The three major projects are the first substantial investments in the European chemicals industry for many years, said CEO Jim Ratcliffe. He said they have only been made possible because of Ineos’ £2 billion investment in the Dragon multigas carriers that import large volumes of ethane and LPG from the US.
A PDH plant producing 750,000 t/y of propylene will be built at a site yet to be determined. Ineos said it is looking at locations across Europe, including a number of sites in Antwerp, Belgium. The crackers at Grangemouth, UK, and Rafnes, Norway, will be expanded to more than 1 million t/y each, adding up to 900,000 t/y of extra ethylene to Ineos’ overall production capacity.
The additional ethylene and propylene capacity will reduce the Swiss headquartered group’s dependence on merchant markets. Ineos is Europe’s largest buyer of ethylene and propylene currently, even though it produces nearly 4.5 million t/y of the olefins.

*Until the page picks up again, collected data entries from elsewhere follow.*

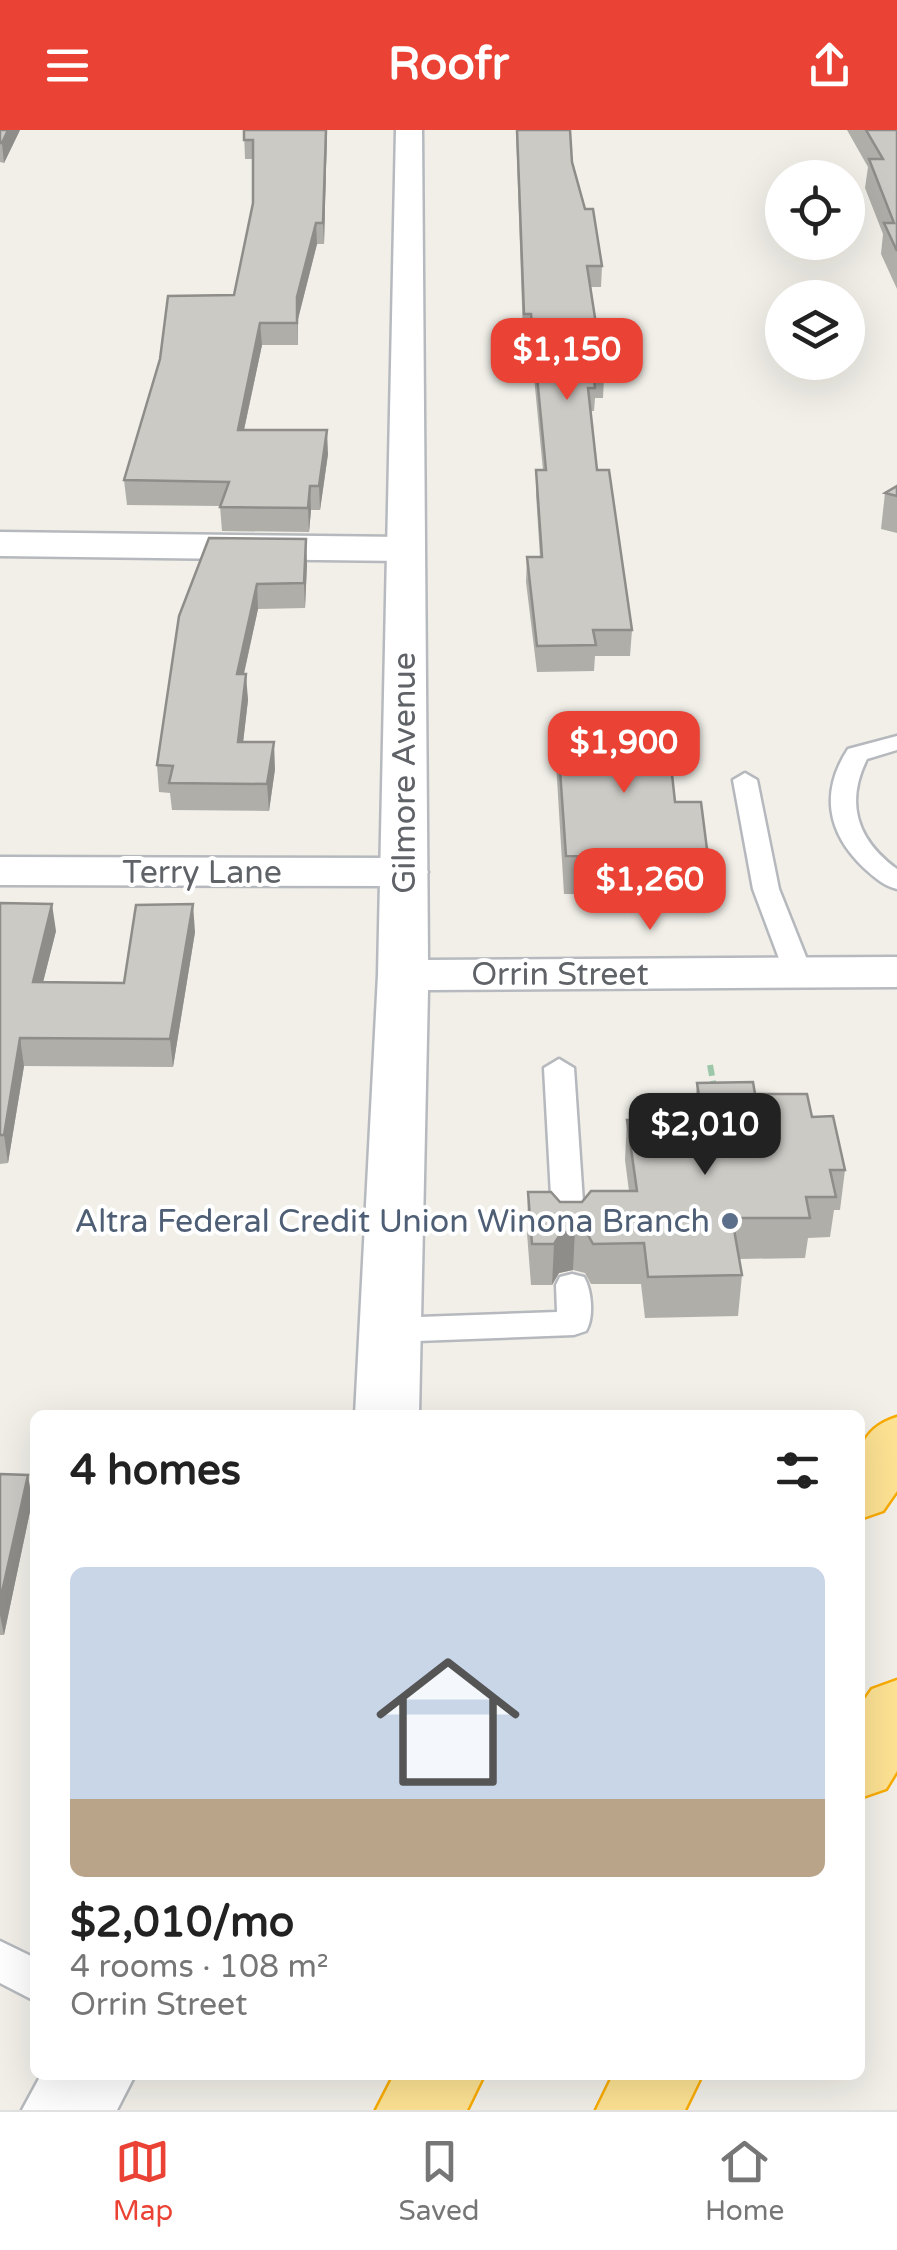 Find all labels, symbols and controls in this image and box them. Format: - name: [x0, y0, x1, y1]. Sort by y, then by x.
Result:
- icon: menu: [40, 38, 95, 93]
- text: Roofr: [388, 38, 509, 92]
- icon: share: [802, 38, 857, 93]
- map controls: [765, 160, 865, 380]
- button: locate: [765, 160, 865, 260]
- button: layers: [765, 280, 865, 380]
- pin: $1,150: [486, 318, 648, 403]
- text: $1,150: [513, 331, 621, 369]
- street label: Gilmore Avenue: [386, 652, 424, 894]
- pin: $1,900: [543, 711, 705, 796]
- text: $1,900: [570, 724, 678, 762]
- pin: $1,260: [569, 848, 731, 933]
- street label: Terry Lane: [122, 854, 282, 892]
- text: $1,260: [596, 861, 704, 899]
- street label: Orrin Street: [471, 956, 649, 994]
- pin: $2,010: [624, 1093, 786, 1178]
- text: $2,010: [651, 1106, 759, 1144]
- place label: Altra Federal Credit Union Winona Branch: [74, 1203, 710, 1241]
- marker: Altra Federal Credit Union Winona Branch: [719, 1210, 741, 1232]
- icon: filters: [770, 1443, 825, 1498]
- text: 4 homes: [70, 1445, 241, 1496]
- icon: home: [358, 1632, 538, 1812]
- text: $2,010/mo: [70, 1897, 294, 1948]
- text: 4 rooms · 108 m²: [70, 1948, 329, 1986]
- text: Orrin Street: [70, 1986, 247, 2024]
- tab: Map: [113, 2134, 173, 2228]
- tab: Saved: [399, 2134, 480, 2228]
- tab: Home: [705, 2134, 784, 2228]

Gerd Franken, CEO of Ineos Olefins & Polymers North, commented: “These expansions and new builds will increase our self-sufficiency in all key olefin products and give further support to our derivative businesses and polymer plants in Europe. All our assets will benefit from our capability to import competitive raw materials from the US and the rest of the world.
Speaking to British newspaper Financial Times, Patrick Lambert, a chemicals analyst at Raymond James, said: “Europe is an importer of propylene, mostly from the Middle East, so if you can make it cheaply in Europe there should be a competitive advantage. Ineos is making a bet that gas prices will remain weak because there’s so much of it available.”
A timeframe for the projects was not disclosed. In addition to Grangemouth and Rafnes, Ineos also operates two crackers in Cologne, Germany.
Major polyolefins group Borealis is also planning to build a PDH plant in Belgium. Jacobs Engineering is performing a feasibility study for Borealis’ second PDH unit in Kallo, Belgium. Annual capacity will be 740,000 t/y of propylene with start-up potentially set for the second half of 2021. The study is expected to finish by mid-2017 with a final investment decision due in the third quarter of 2018.
In addition, Grupa Azoty is considering building a PDH plant in Police, Poland, with commercial operations expected to start in 2021.